Gagasan tersebut disampaikan Susetyo dalam Seminar Peringatan 724 Tahun Majapahit yang diselenggarakan oleh Mandala Majapahit FIB UGM, Selasa (21/11/2017) di Gedung RM Margono Djojohadikusumo FIB UGM. Forum seminar yang dipandu Dr. Djoko Dwianto, M. Hum. itu menghadirkan narasumber Ir. Catrini Pratihari Kubontubuh, M. Arch. pada sesi pertama serta tiga narasumber di sesi kedua, yaitu Fahmi Prihantoro, S. S., S. H., M. A., Drs. Tjahjono Prasodjo, M. A. keduanya dosen Departemen Arkeologi FIB UGM, dan mantan Kepala Badan Pelestarian Cagar Budaya Jawa Timur Drs. M. Romli

“Pada 1983 ada temuan menyebutkan Majapahit sebuah pusat kerajaan yang memiliki kanal-kanal cukup besar yang terintegrasi pada kegiatan di masa Majapahit, terutama terkait perdagangan. Kanal  dibangun untuk menetapkan permukiman masyarakat bawah. Tapi, pada 2013 saya berpikir beda. Itu  bukan kanal dan mendapat tanggapan ramai. Sampai sekarang, yang terjadi di Trowulan, sebagian besar di Trowulan itu berada di lanskap kota masa lalu. Adanya kanal terkait kondisi lingkungan Trowulan yang dibentuk diawali dari selatan dalam membangun lanskap,” ungkapnya.
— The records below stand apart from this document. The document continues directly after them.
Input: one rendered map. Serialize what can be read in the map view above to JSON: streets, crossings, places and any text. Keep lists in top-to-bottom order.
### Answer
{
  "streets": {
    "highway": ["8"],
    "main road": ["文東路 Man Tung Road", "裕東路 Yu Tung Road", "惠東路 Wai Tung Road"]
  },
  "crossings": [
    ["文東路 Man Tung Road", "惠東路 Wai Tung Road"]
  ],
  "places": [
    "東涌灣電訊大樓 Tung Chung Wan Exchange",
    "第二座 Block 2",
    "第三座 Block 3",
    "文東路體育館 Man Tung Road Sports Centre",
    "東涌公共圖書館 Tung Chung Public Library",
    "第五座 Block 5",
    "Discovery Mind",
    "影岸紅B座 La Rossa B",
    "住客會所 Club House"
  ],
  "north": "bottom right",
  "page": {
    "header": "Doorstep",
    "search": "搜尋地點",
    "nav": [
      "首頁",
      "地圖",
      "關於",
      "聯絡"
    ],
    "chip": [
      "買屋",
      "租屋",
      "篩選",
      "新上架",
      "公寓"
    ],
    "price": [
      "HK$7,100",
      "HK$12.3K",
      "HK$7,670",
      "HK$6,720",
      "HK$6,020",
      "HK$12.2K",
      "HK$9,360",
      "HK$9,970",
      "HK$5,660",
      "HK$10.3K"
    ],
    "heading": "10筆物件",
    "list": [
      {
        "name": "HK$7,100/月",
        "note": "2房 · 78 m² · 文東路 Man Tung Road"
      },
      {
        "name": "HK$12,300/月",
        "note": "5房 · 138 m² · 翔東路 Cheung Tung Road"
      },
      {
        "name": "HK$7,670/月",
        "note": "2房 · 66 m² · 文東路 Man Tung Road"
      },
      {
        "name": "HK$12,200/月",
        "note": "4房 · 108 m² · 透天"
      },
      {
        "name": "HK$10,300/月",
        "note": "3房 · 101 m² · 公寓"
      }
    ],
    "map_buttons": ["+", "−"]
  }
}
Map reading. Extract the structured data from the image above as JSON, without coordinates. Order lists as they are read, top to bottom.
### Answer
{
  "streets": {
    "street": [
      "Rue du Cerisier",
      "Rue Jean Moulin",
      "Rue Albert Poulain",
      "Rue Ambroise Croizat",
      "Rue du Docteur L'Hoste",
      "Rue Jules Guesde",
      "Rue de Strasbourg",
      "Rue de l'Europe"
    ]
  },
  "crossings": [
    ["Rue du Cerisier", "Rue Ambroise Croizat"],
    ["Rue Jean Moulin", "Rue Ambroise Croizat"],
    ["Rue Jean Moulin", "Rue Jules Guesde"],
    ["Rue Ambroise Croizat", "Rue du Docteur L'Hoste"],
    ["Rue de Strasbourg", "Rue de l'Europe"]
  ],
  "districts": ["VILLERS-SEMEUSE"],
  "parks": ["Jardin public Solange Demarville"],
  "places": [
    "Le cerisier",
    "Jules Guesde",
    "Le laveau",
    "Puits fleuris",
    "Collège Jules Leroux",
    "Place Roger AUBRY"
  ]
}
Menurut Susetyo, Trowulan sebetulnya merupakan daerah yang relatif aman dari letusan gunung berapi. Sungai di sekitar Trowulan memiliki alur cukup dalam dibandingkan sungai di sebelah barat Trowulan. Selain itu, kalau kanal benar-benar ada mestinya ada temuan jembatan yang juga dominan. Selain itu, kanal harus dibuat lebih dalam supaya mampu menampung air lebih banyak dan tidak cepat kering karena lapisan tanah banyak mengandung pasir.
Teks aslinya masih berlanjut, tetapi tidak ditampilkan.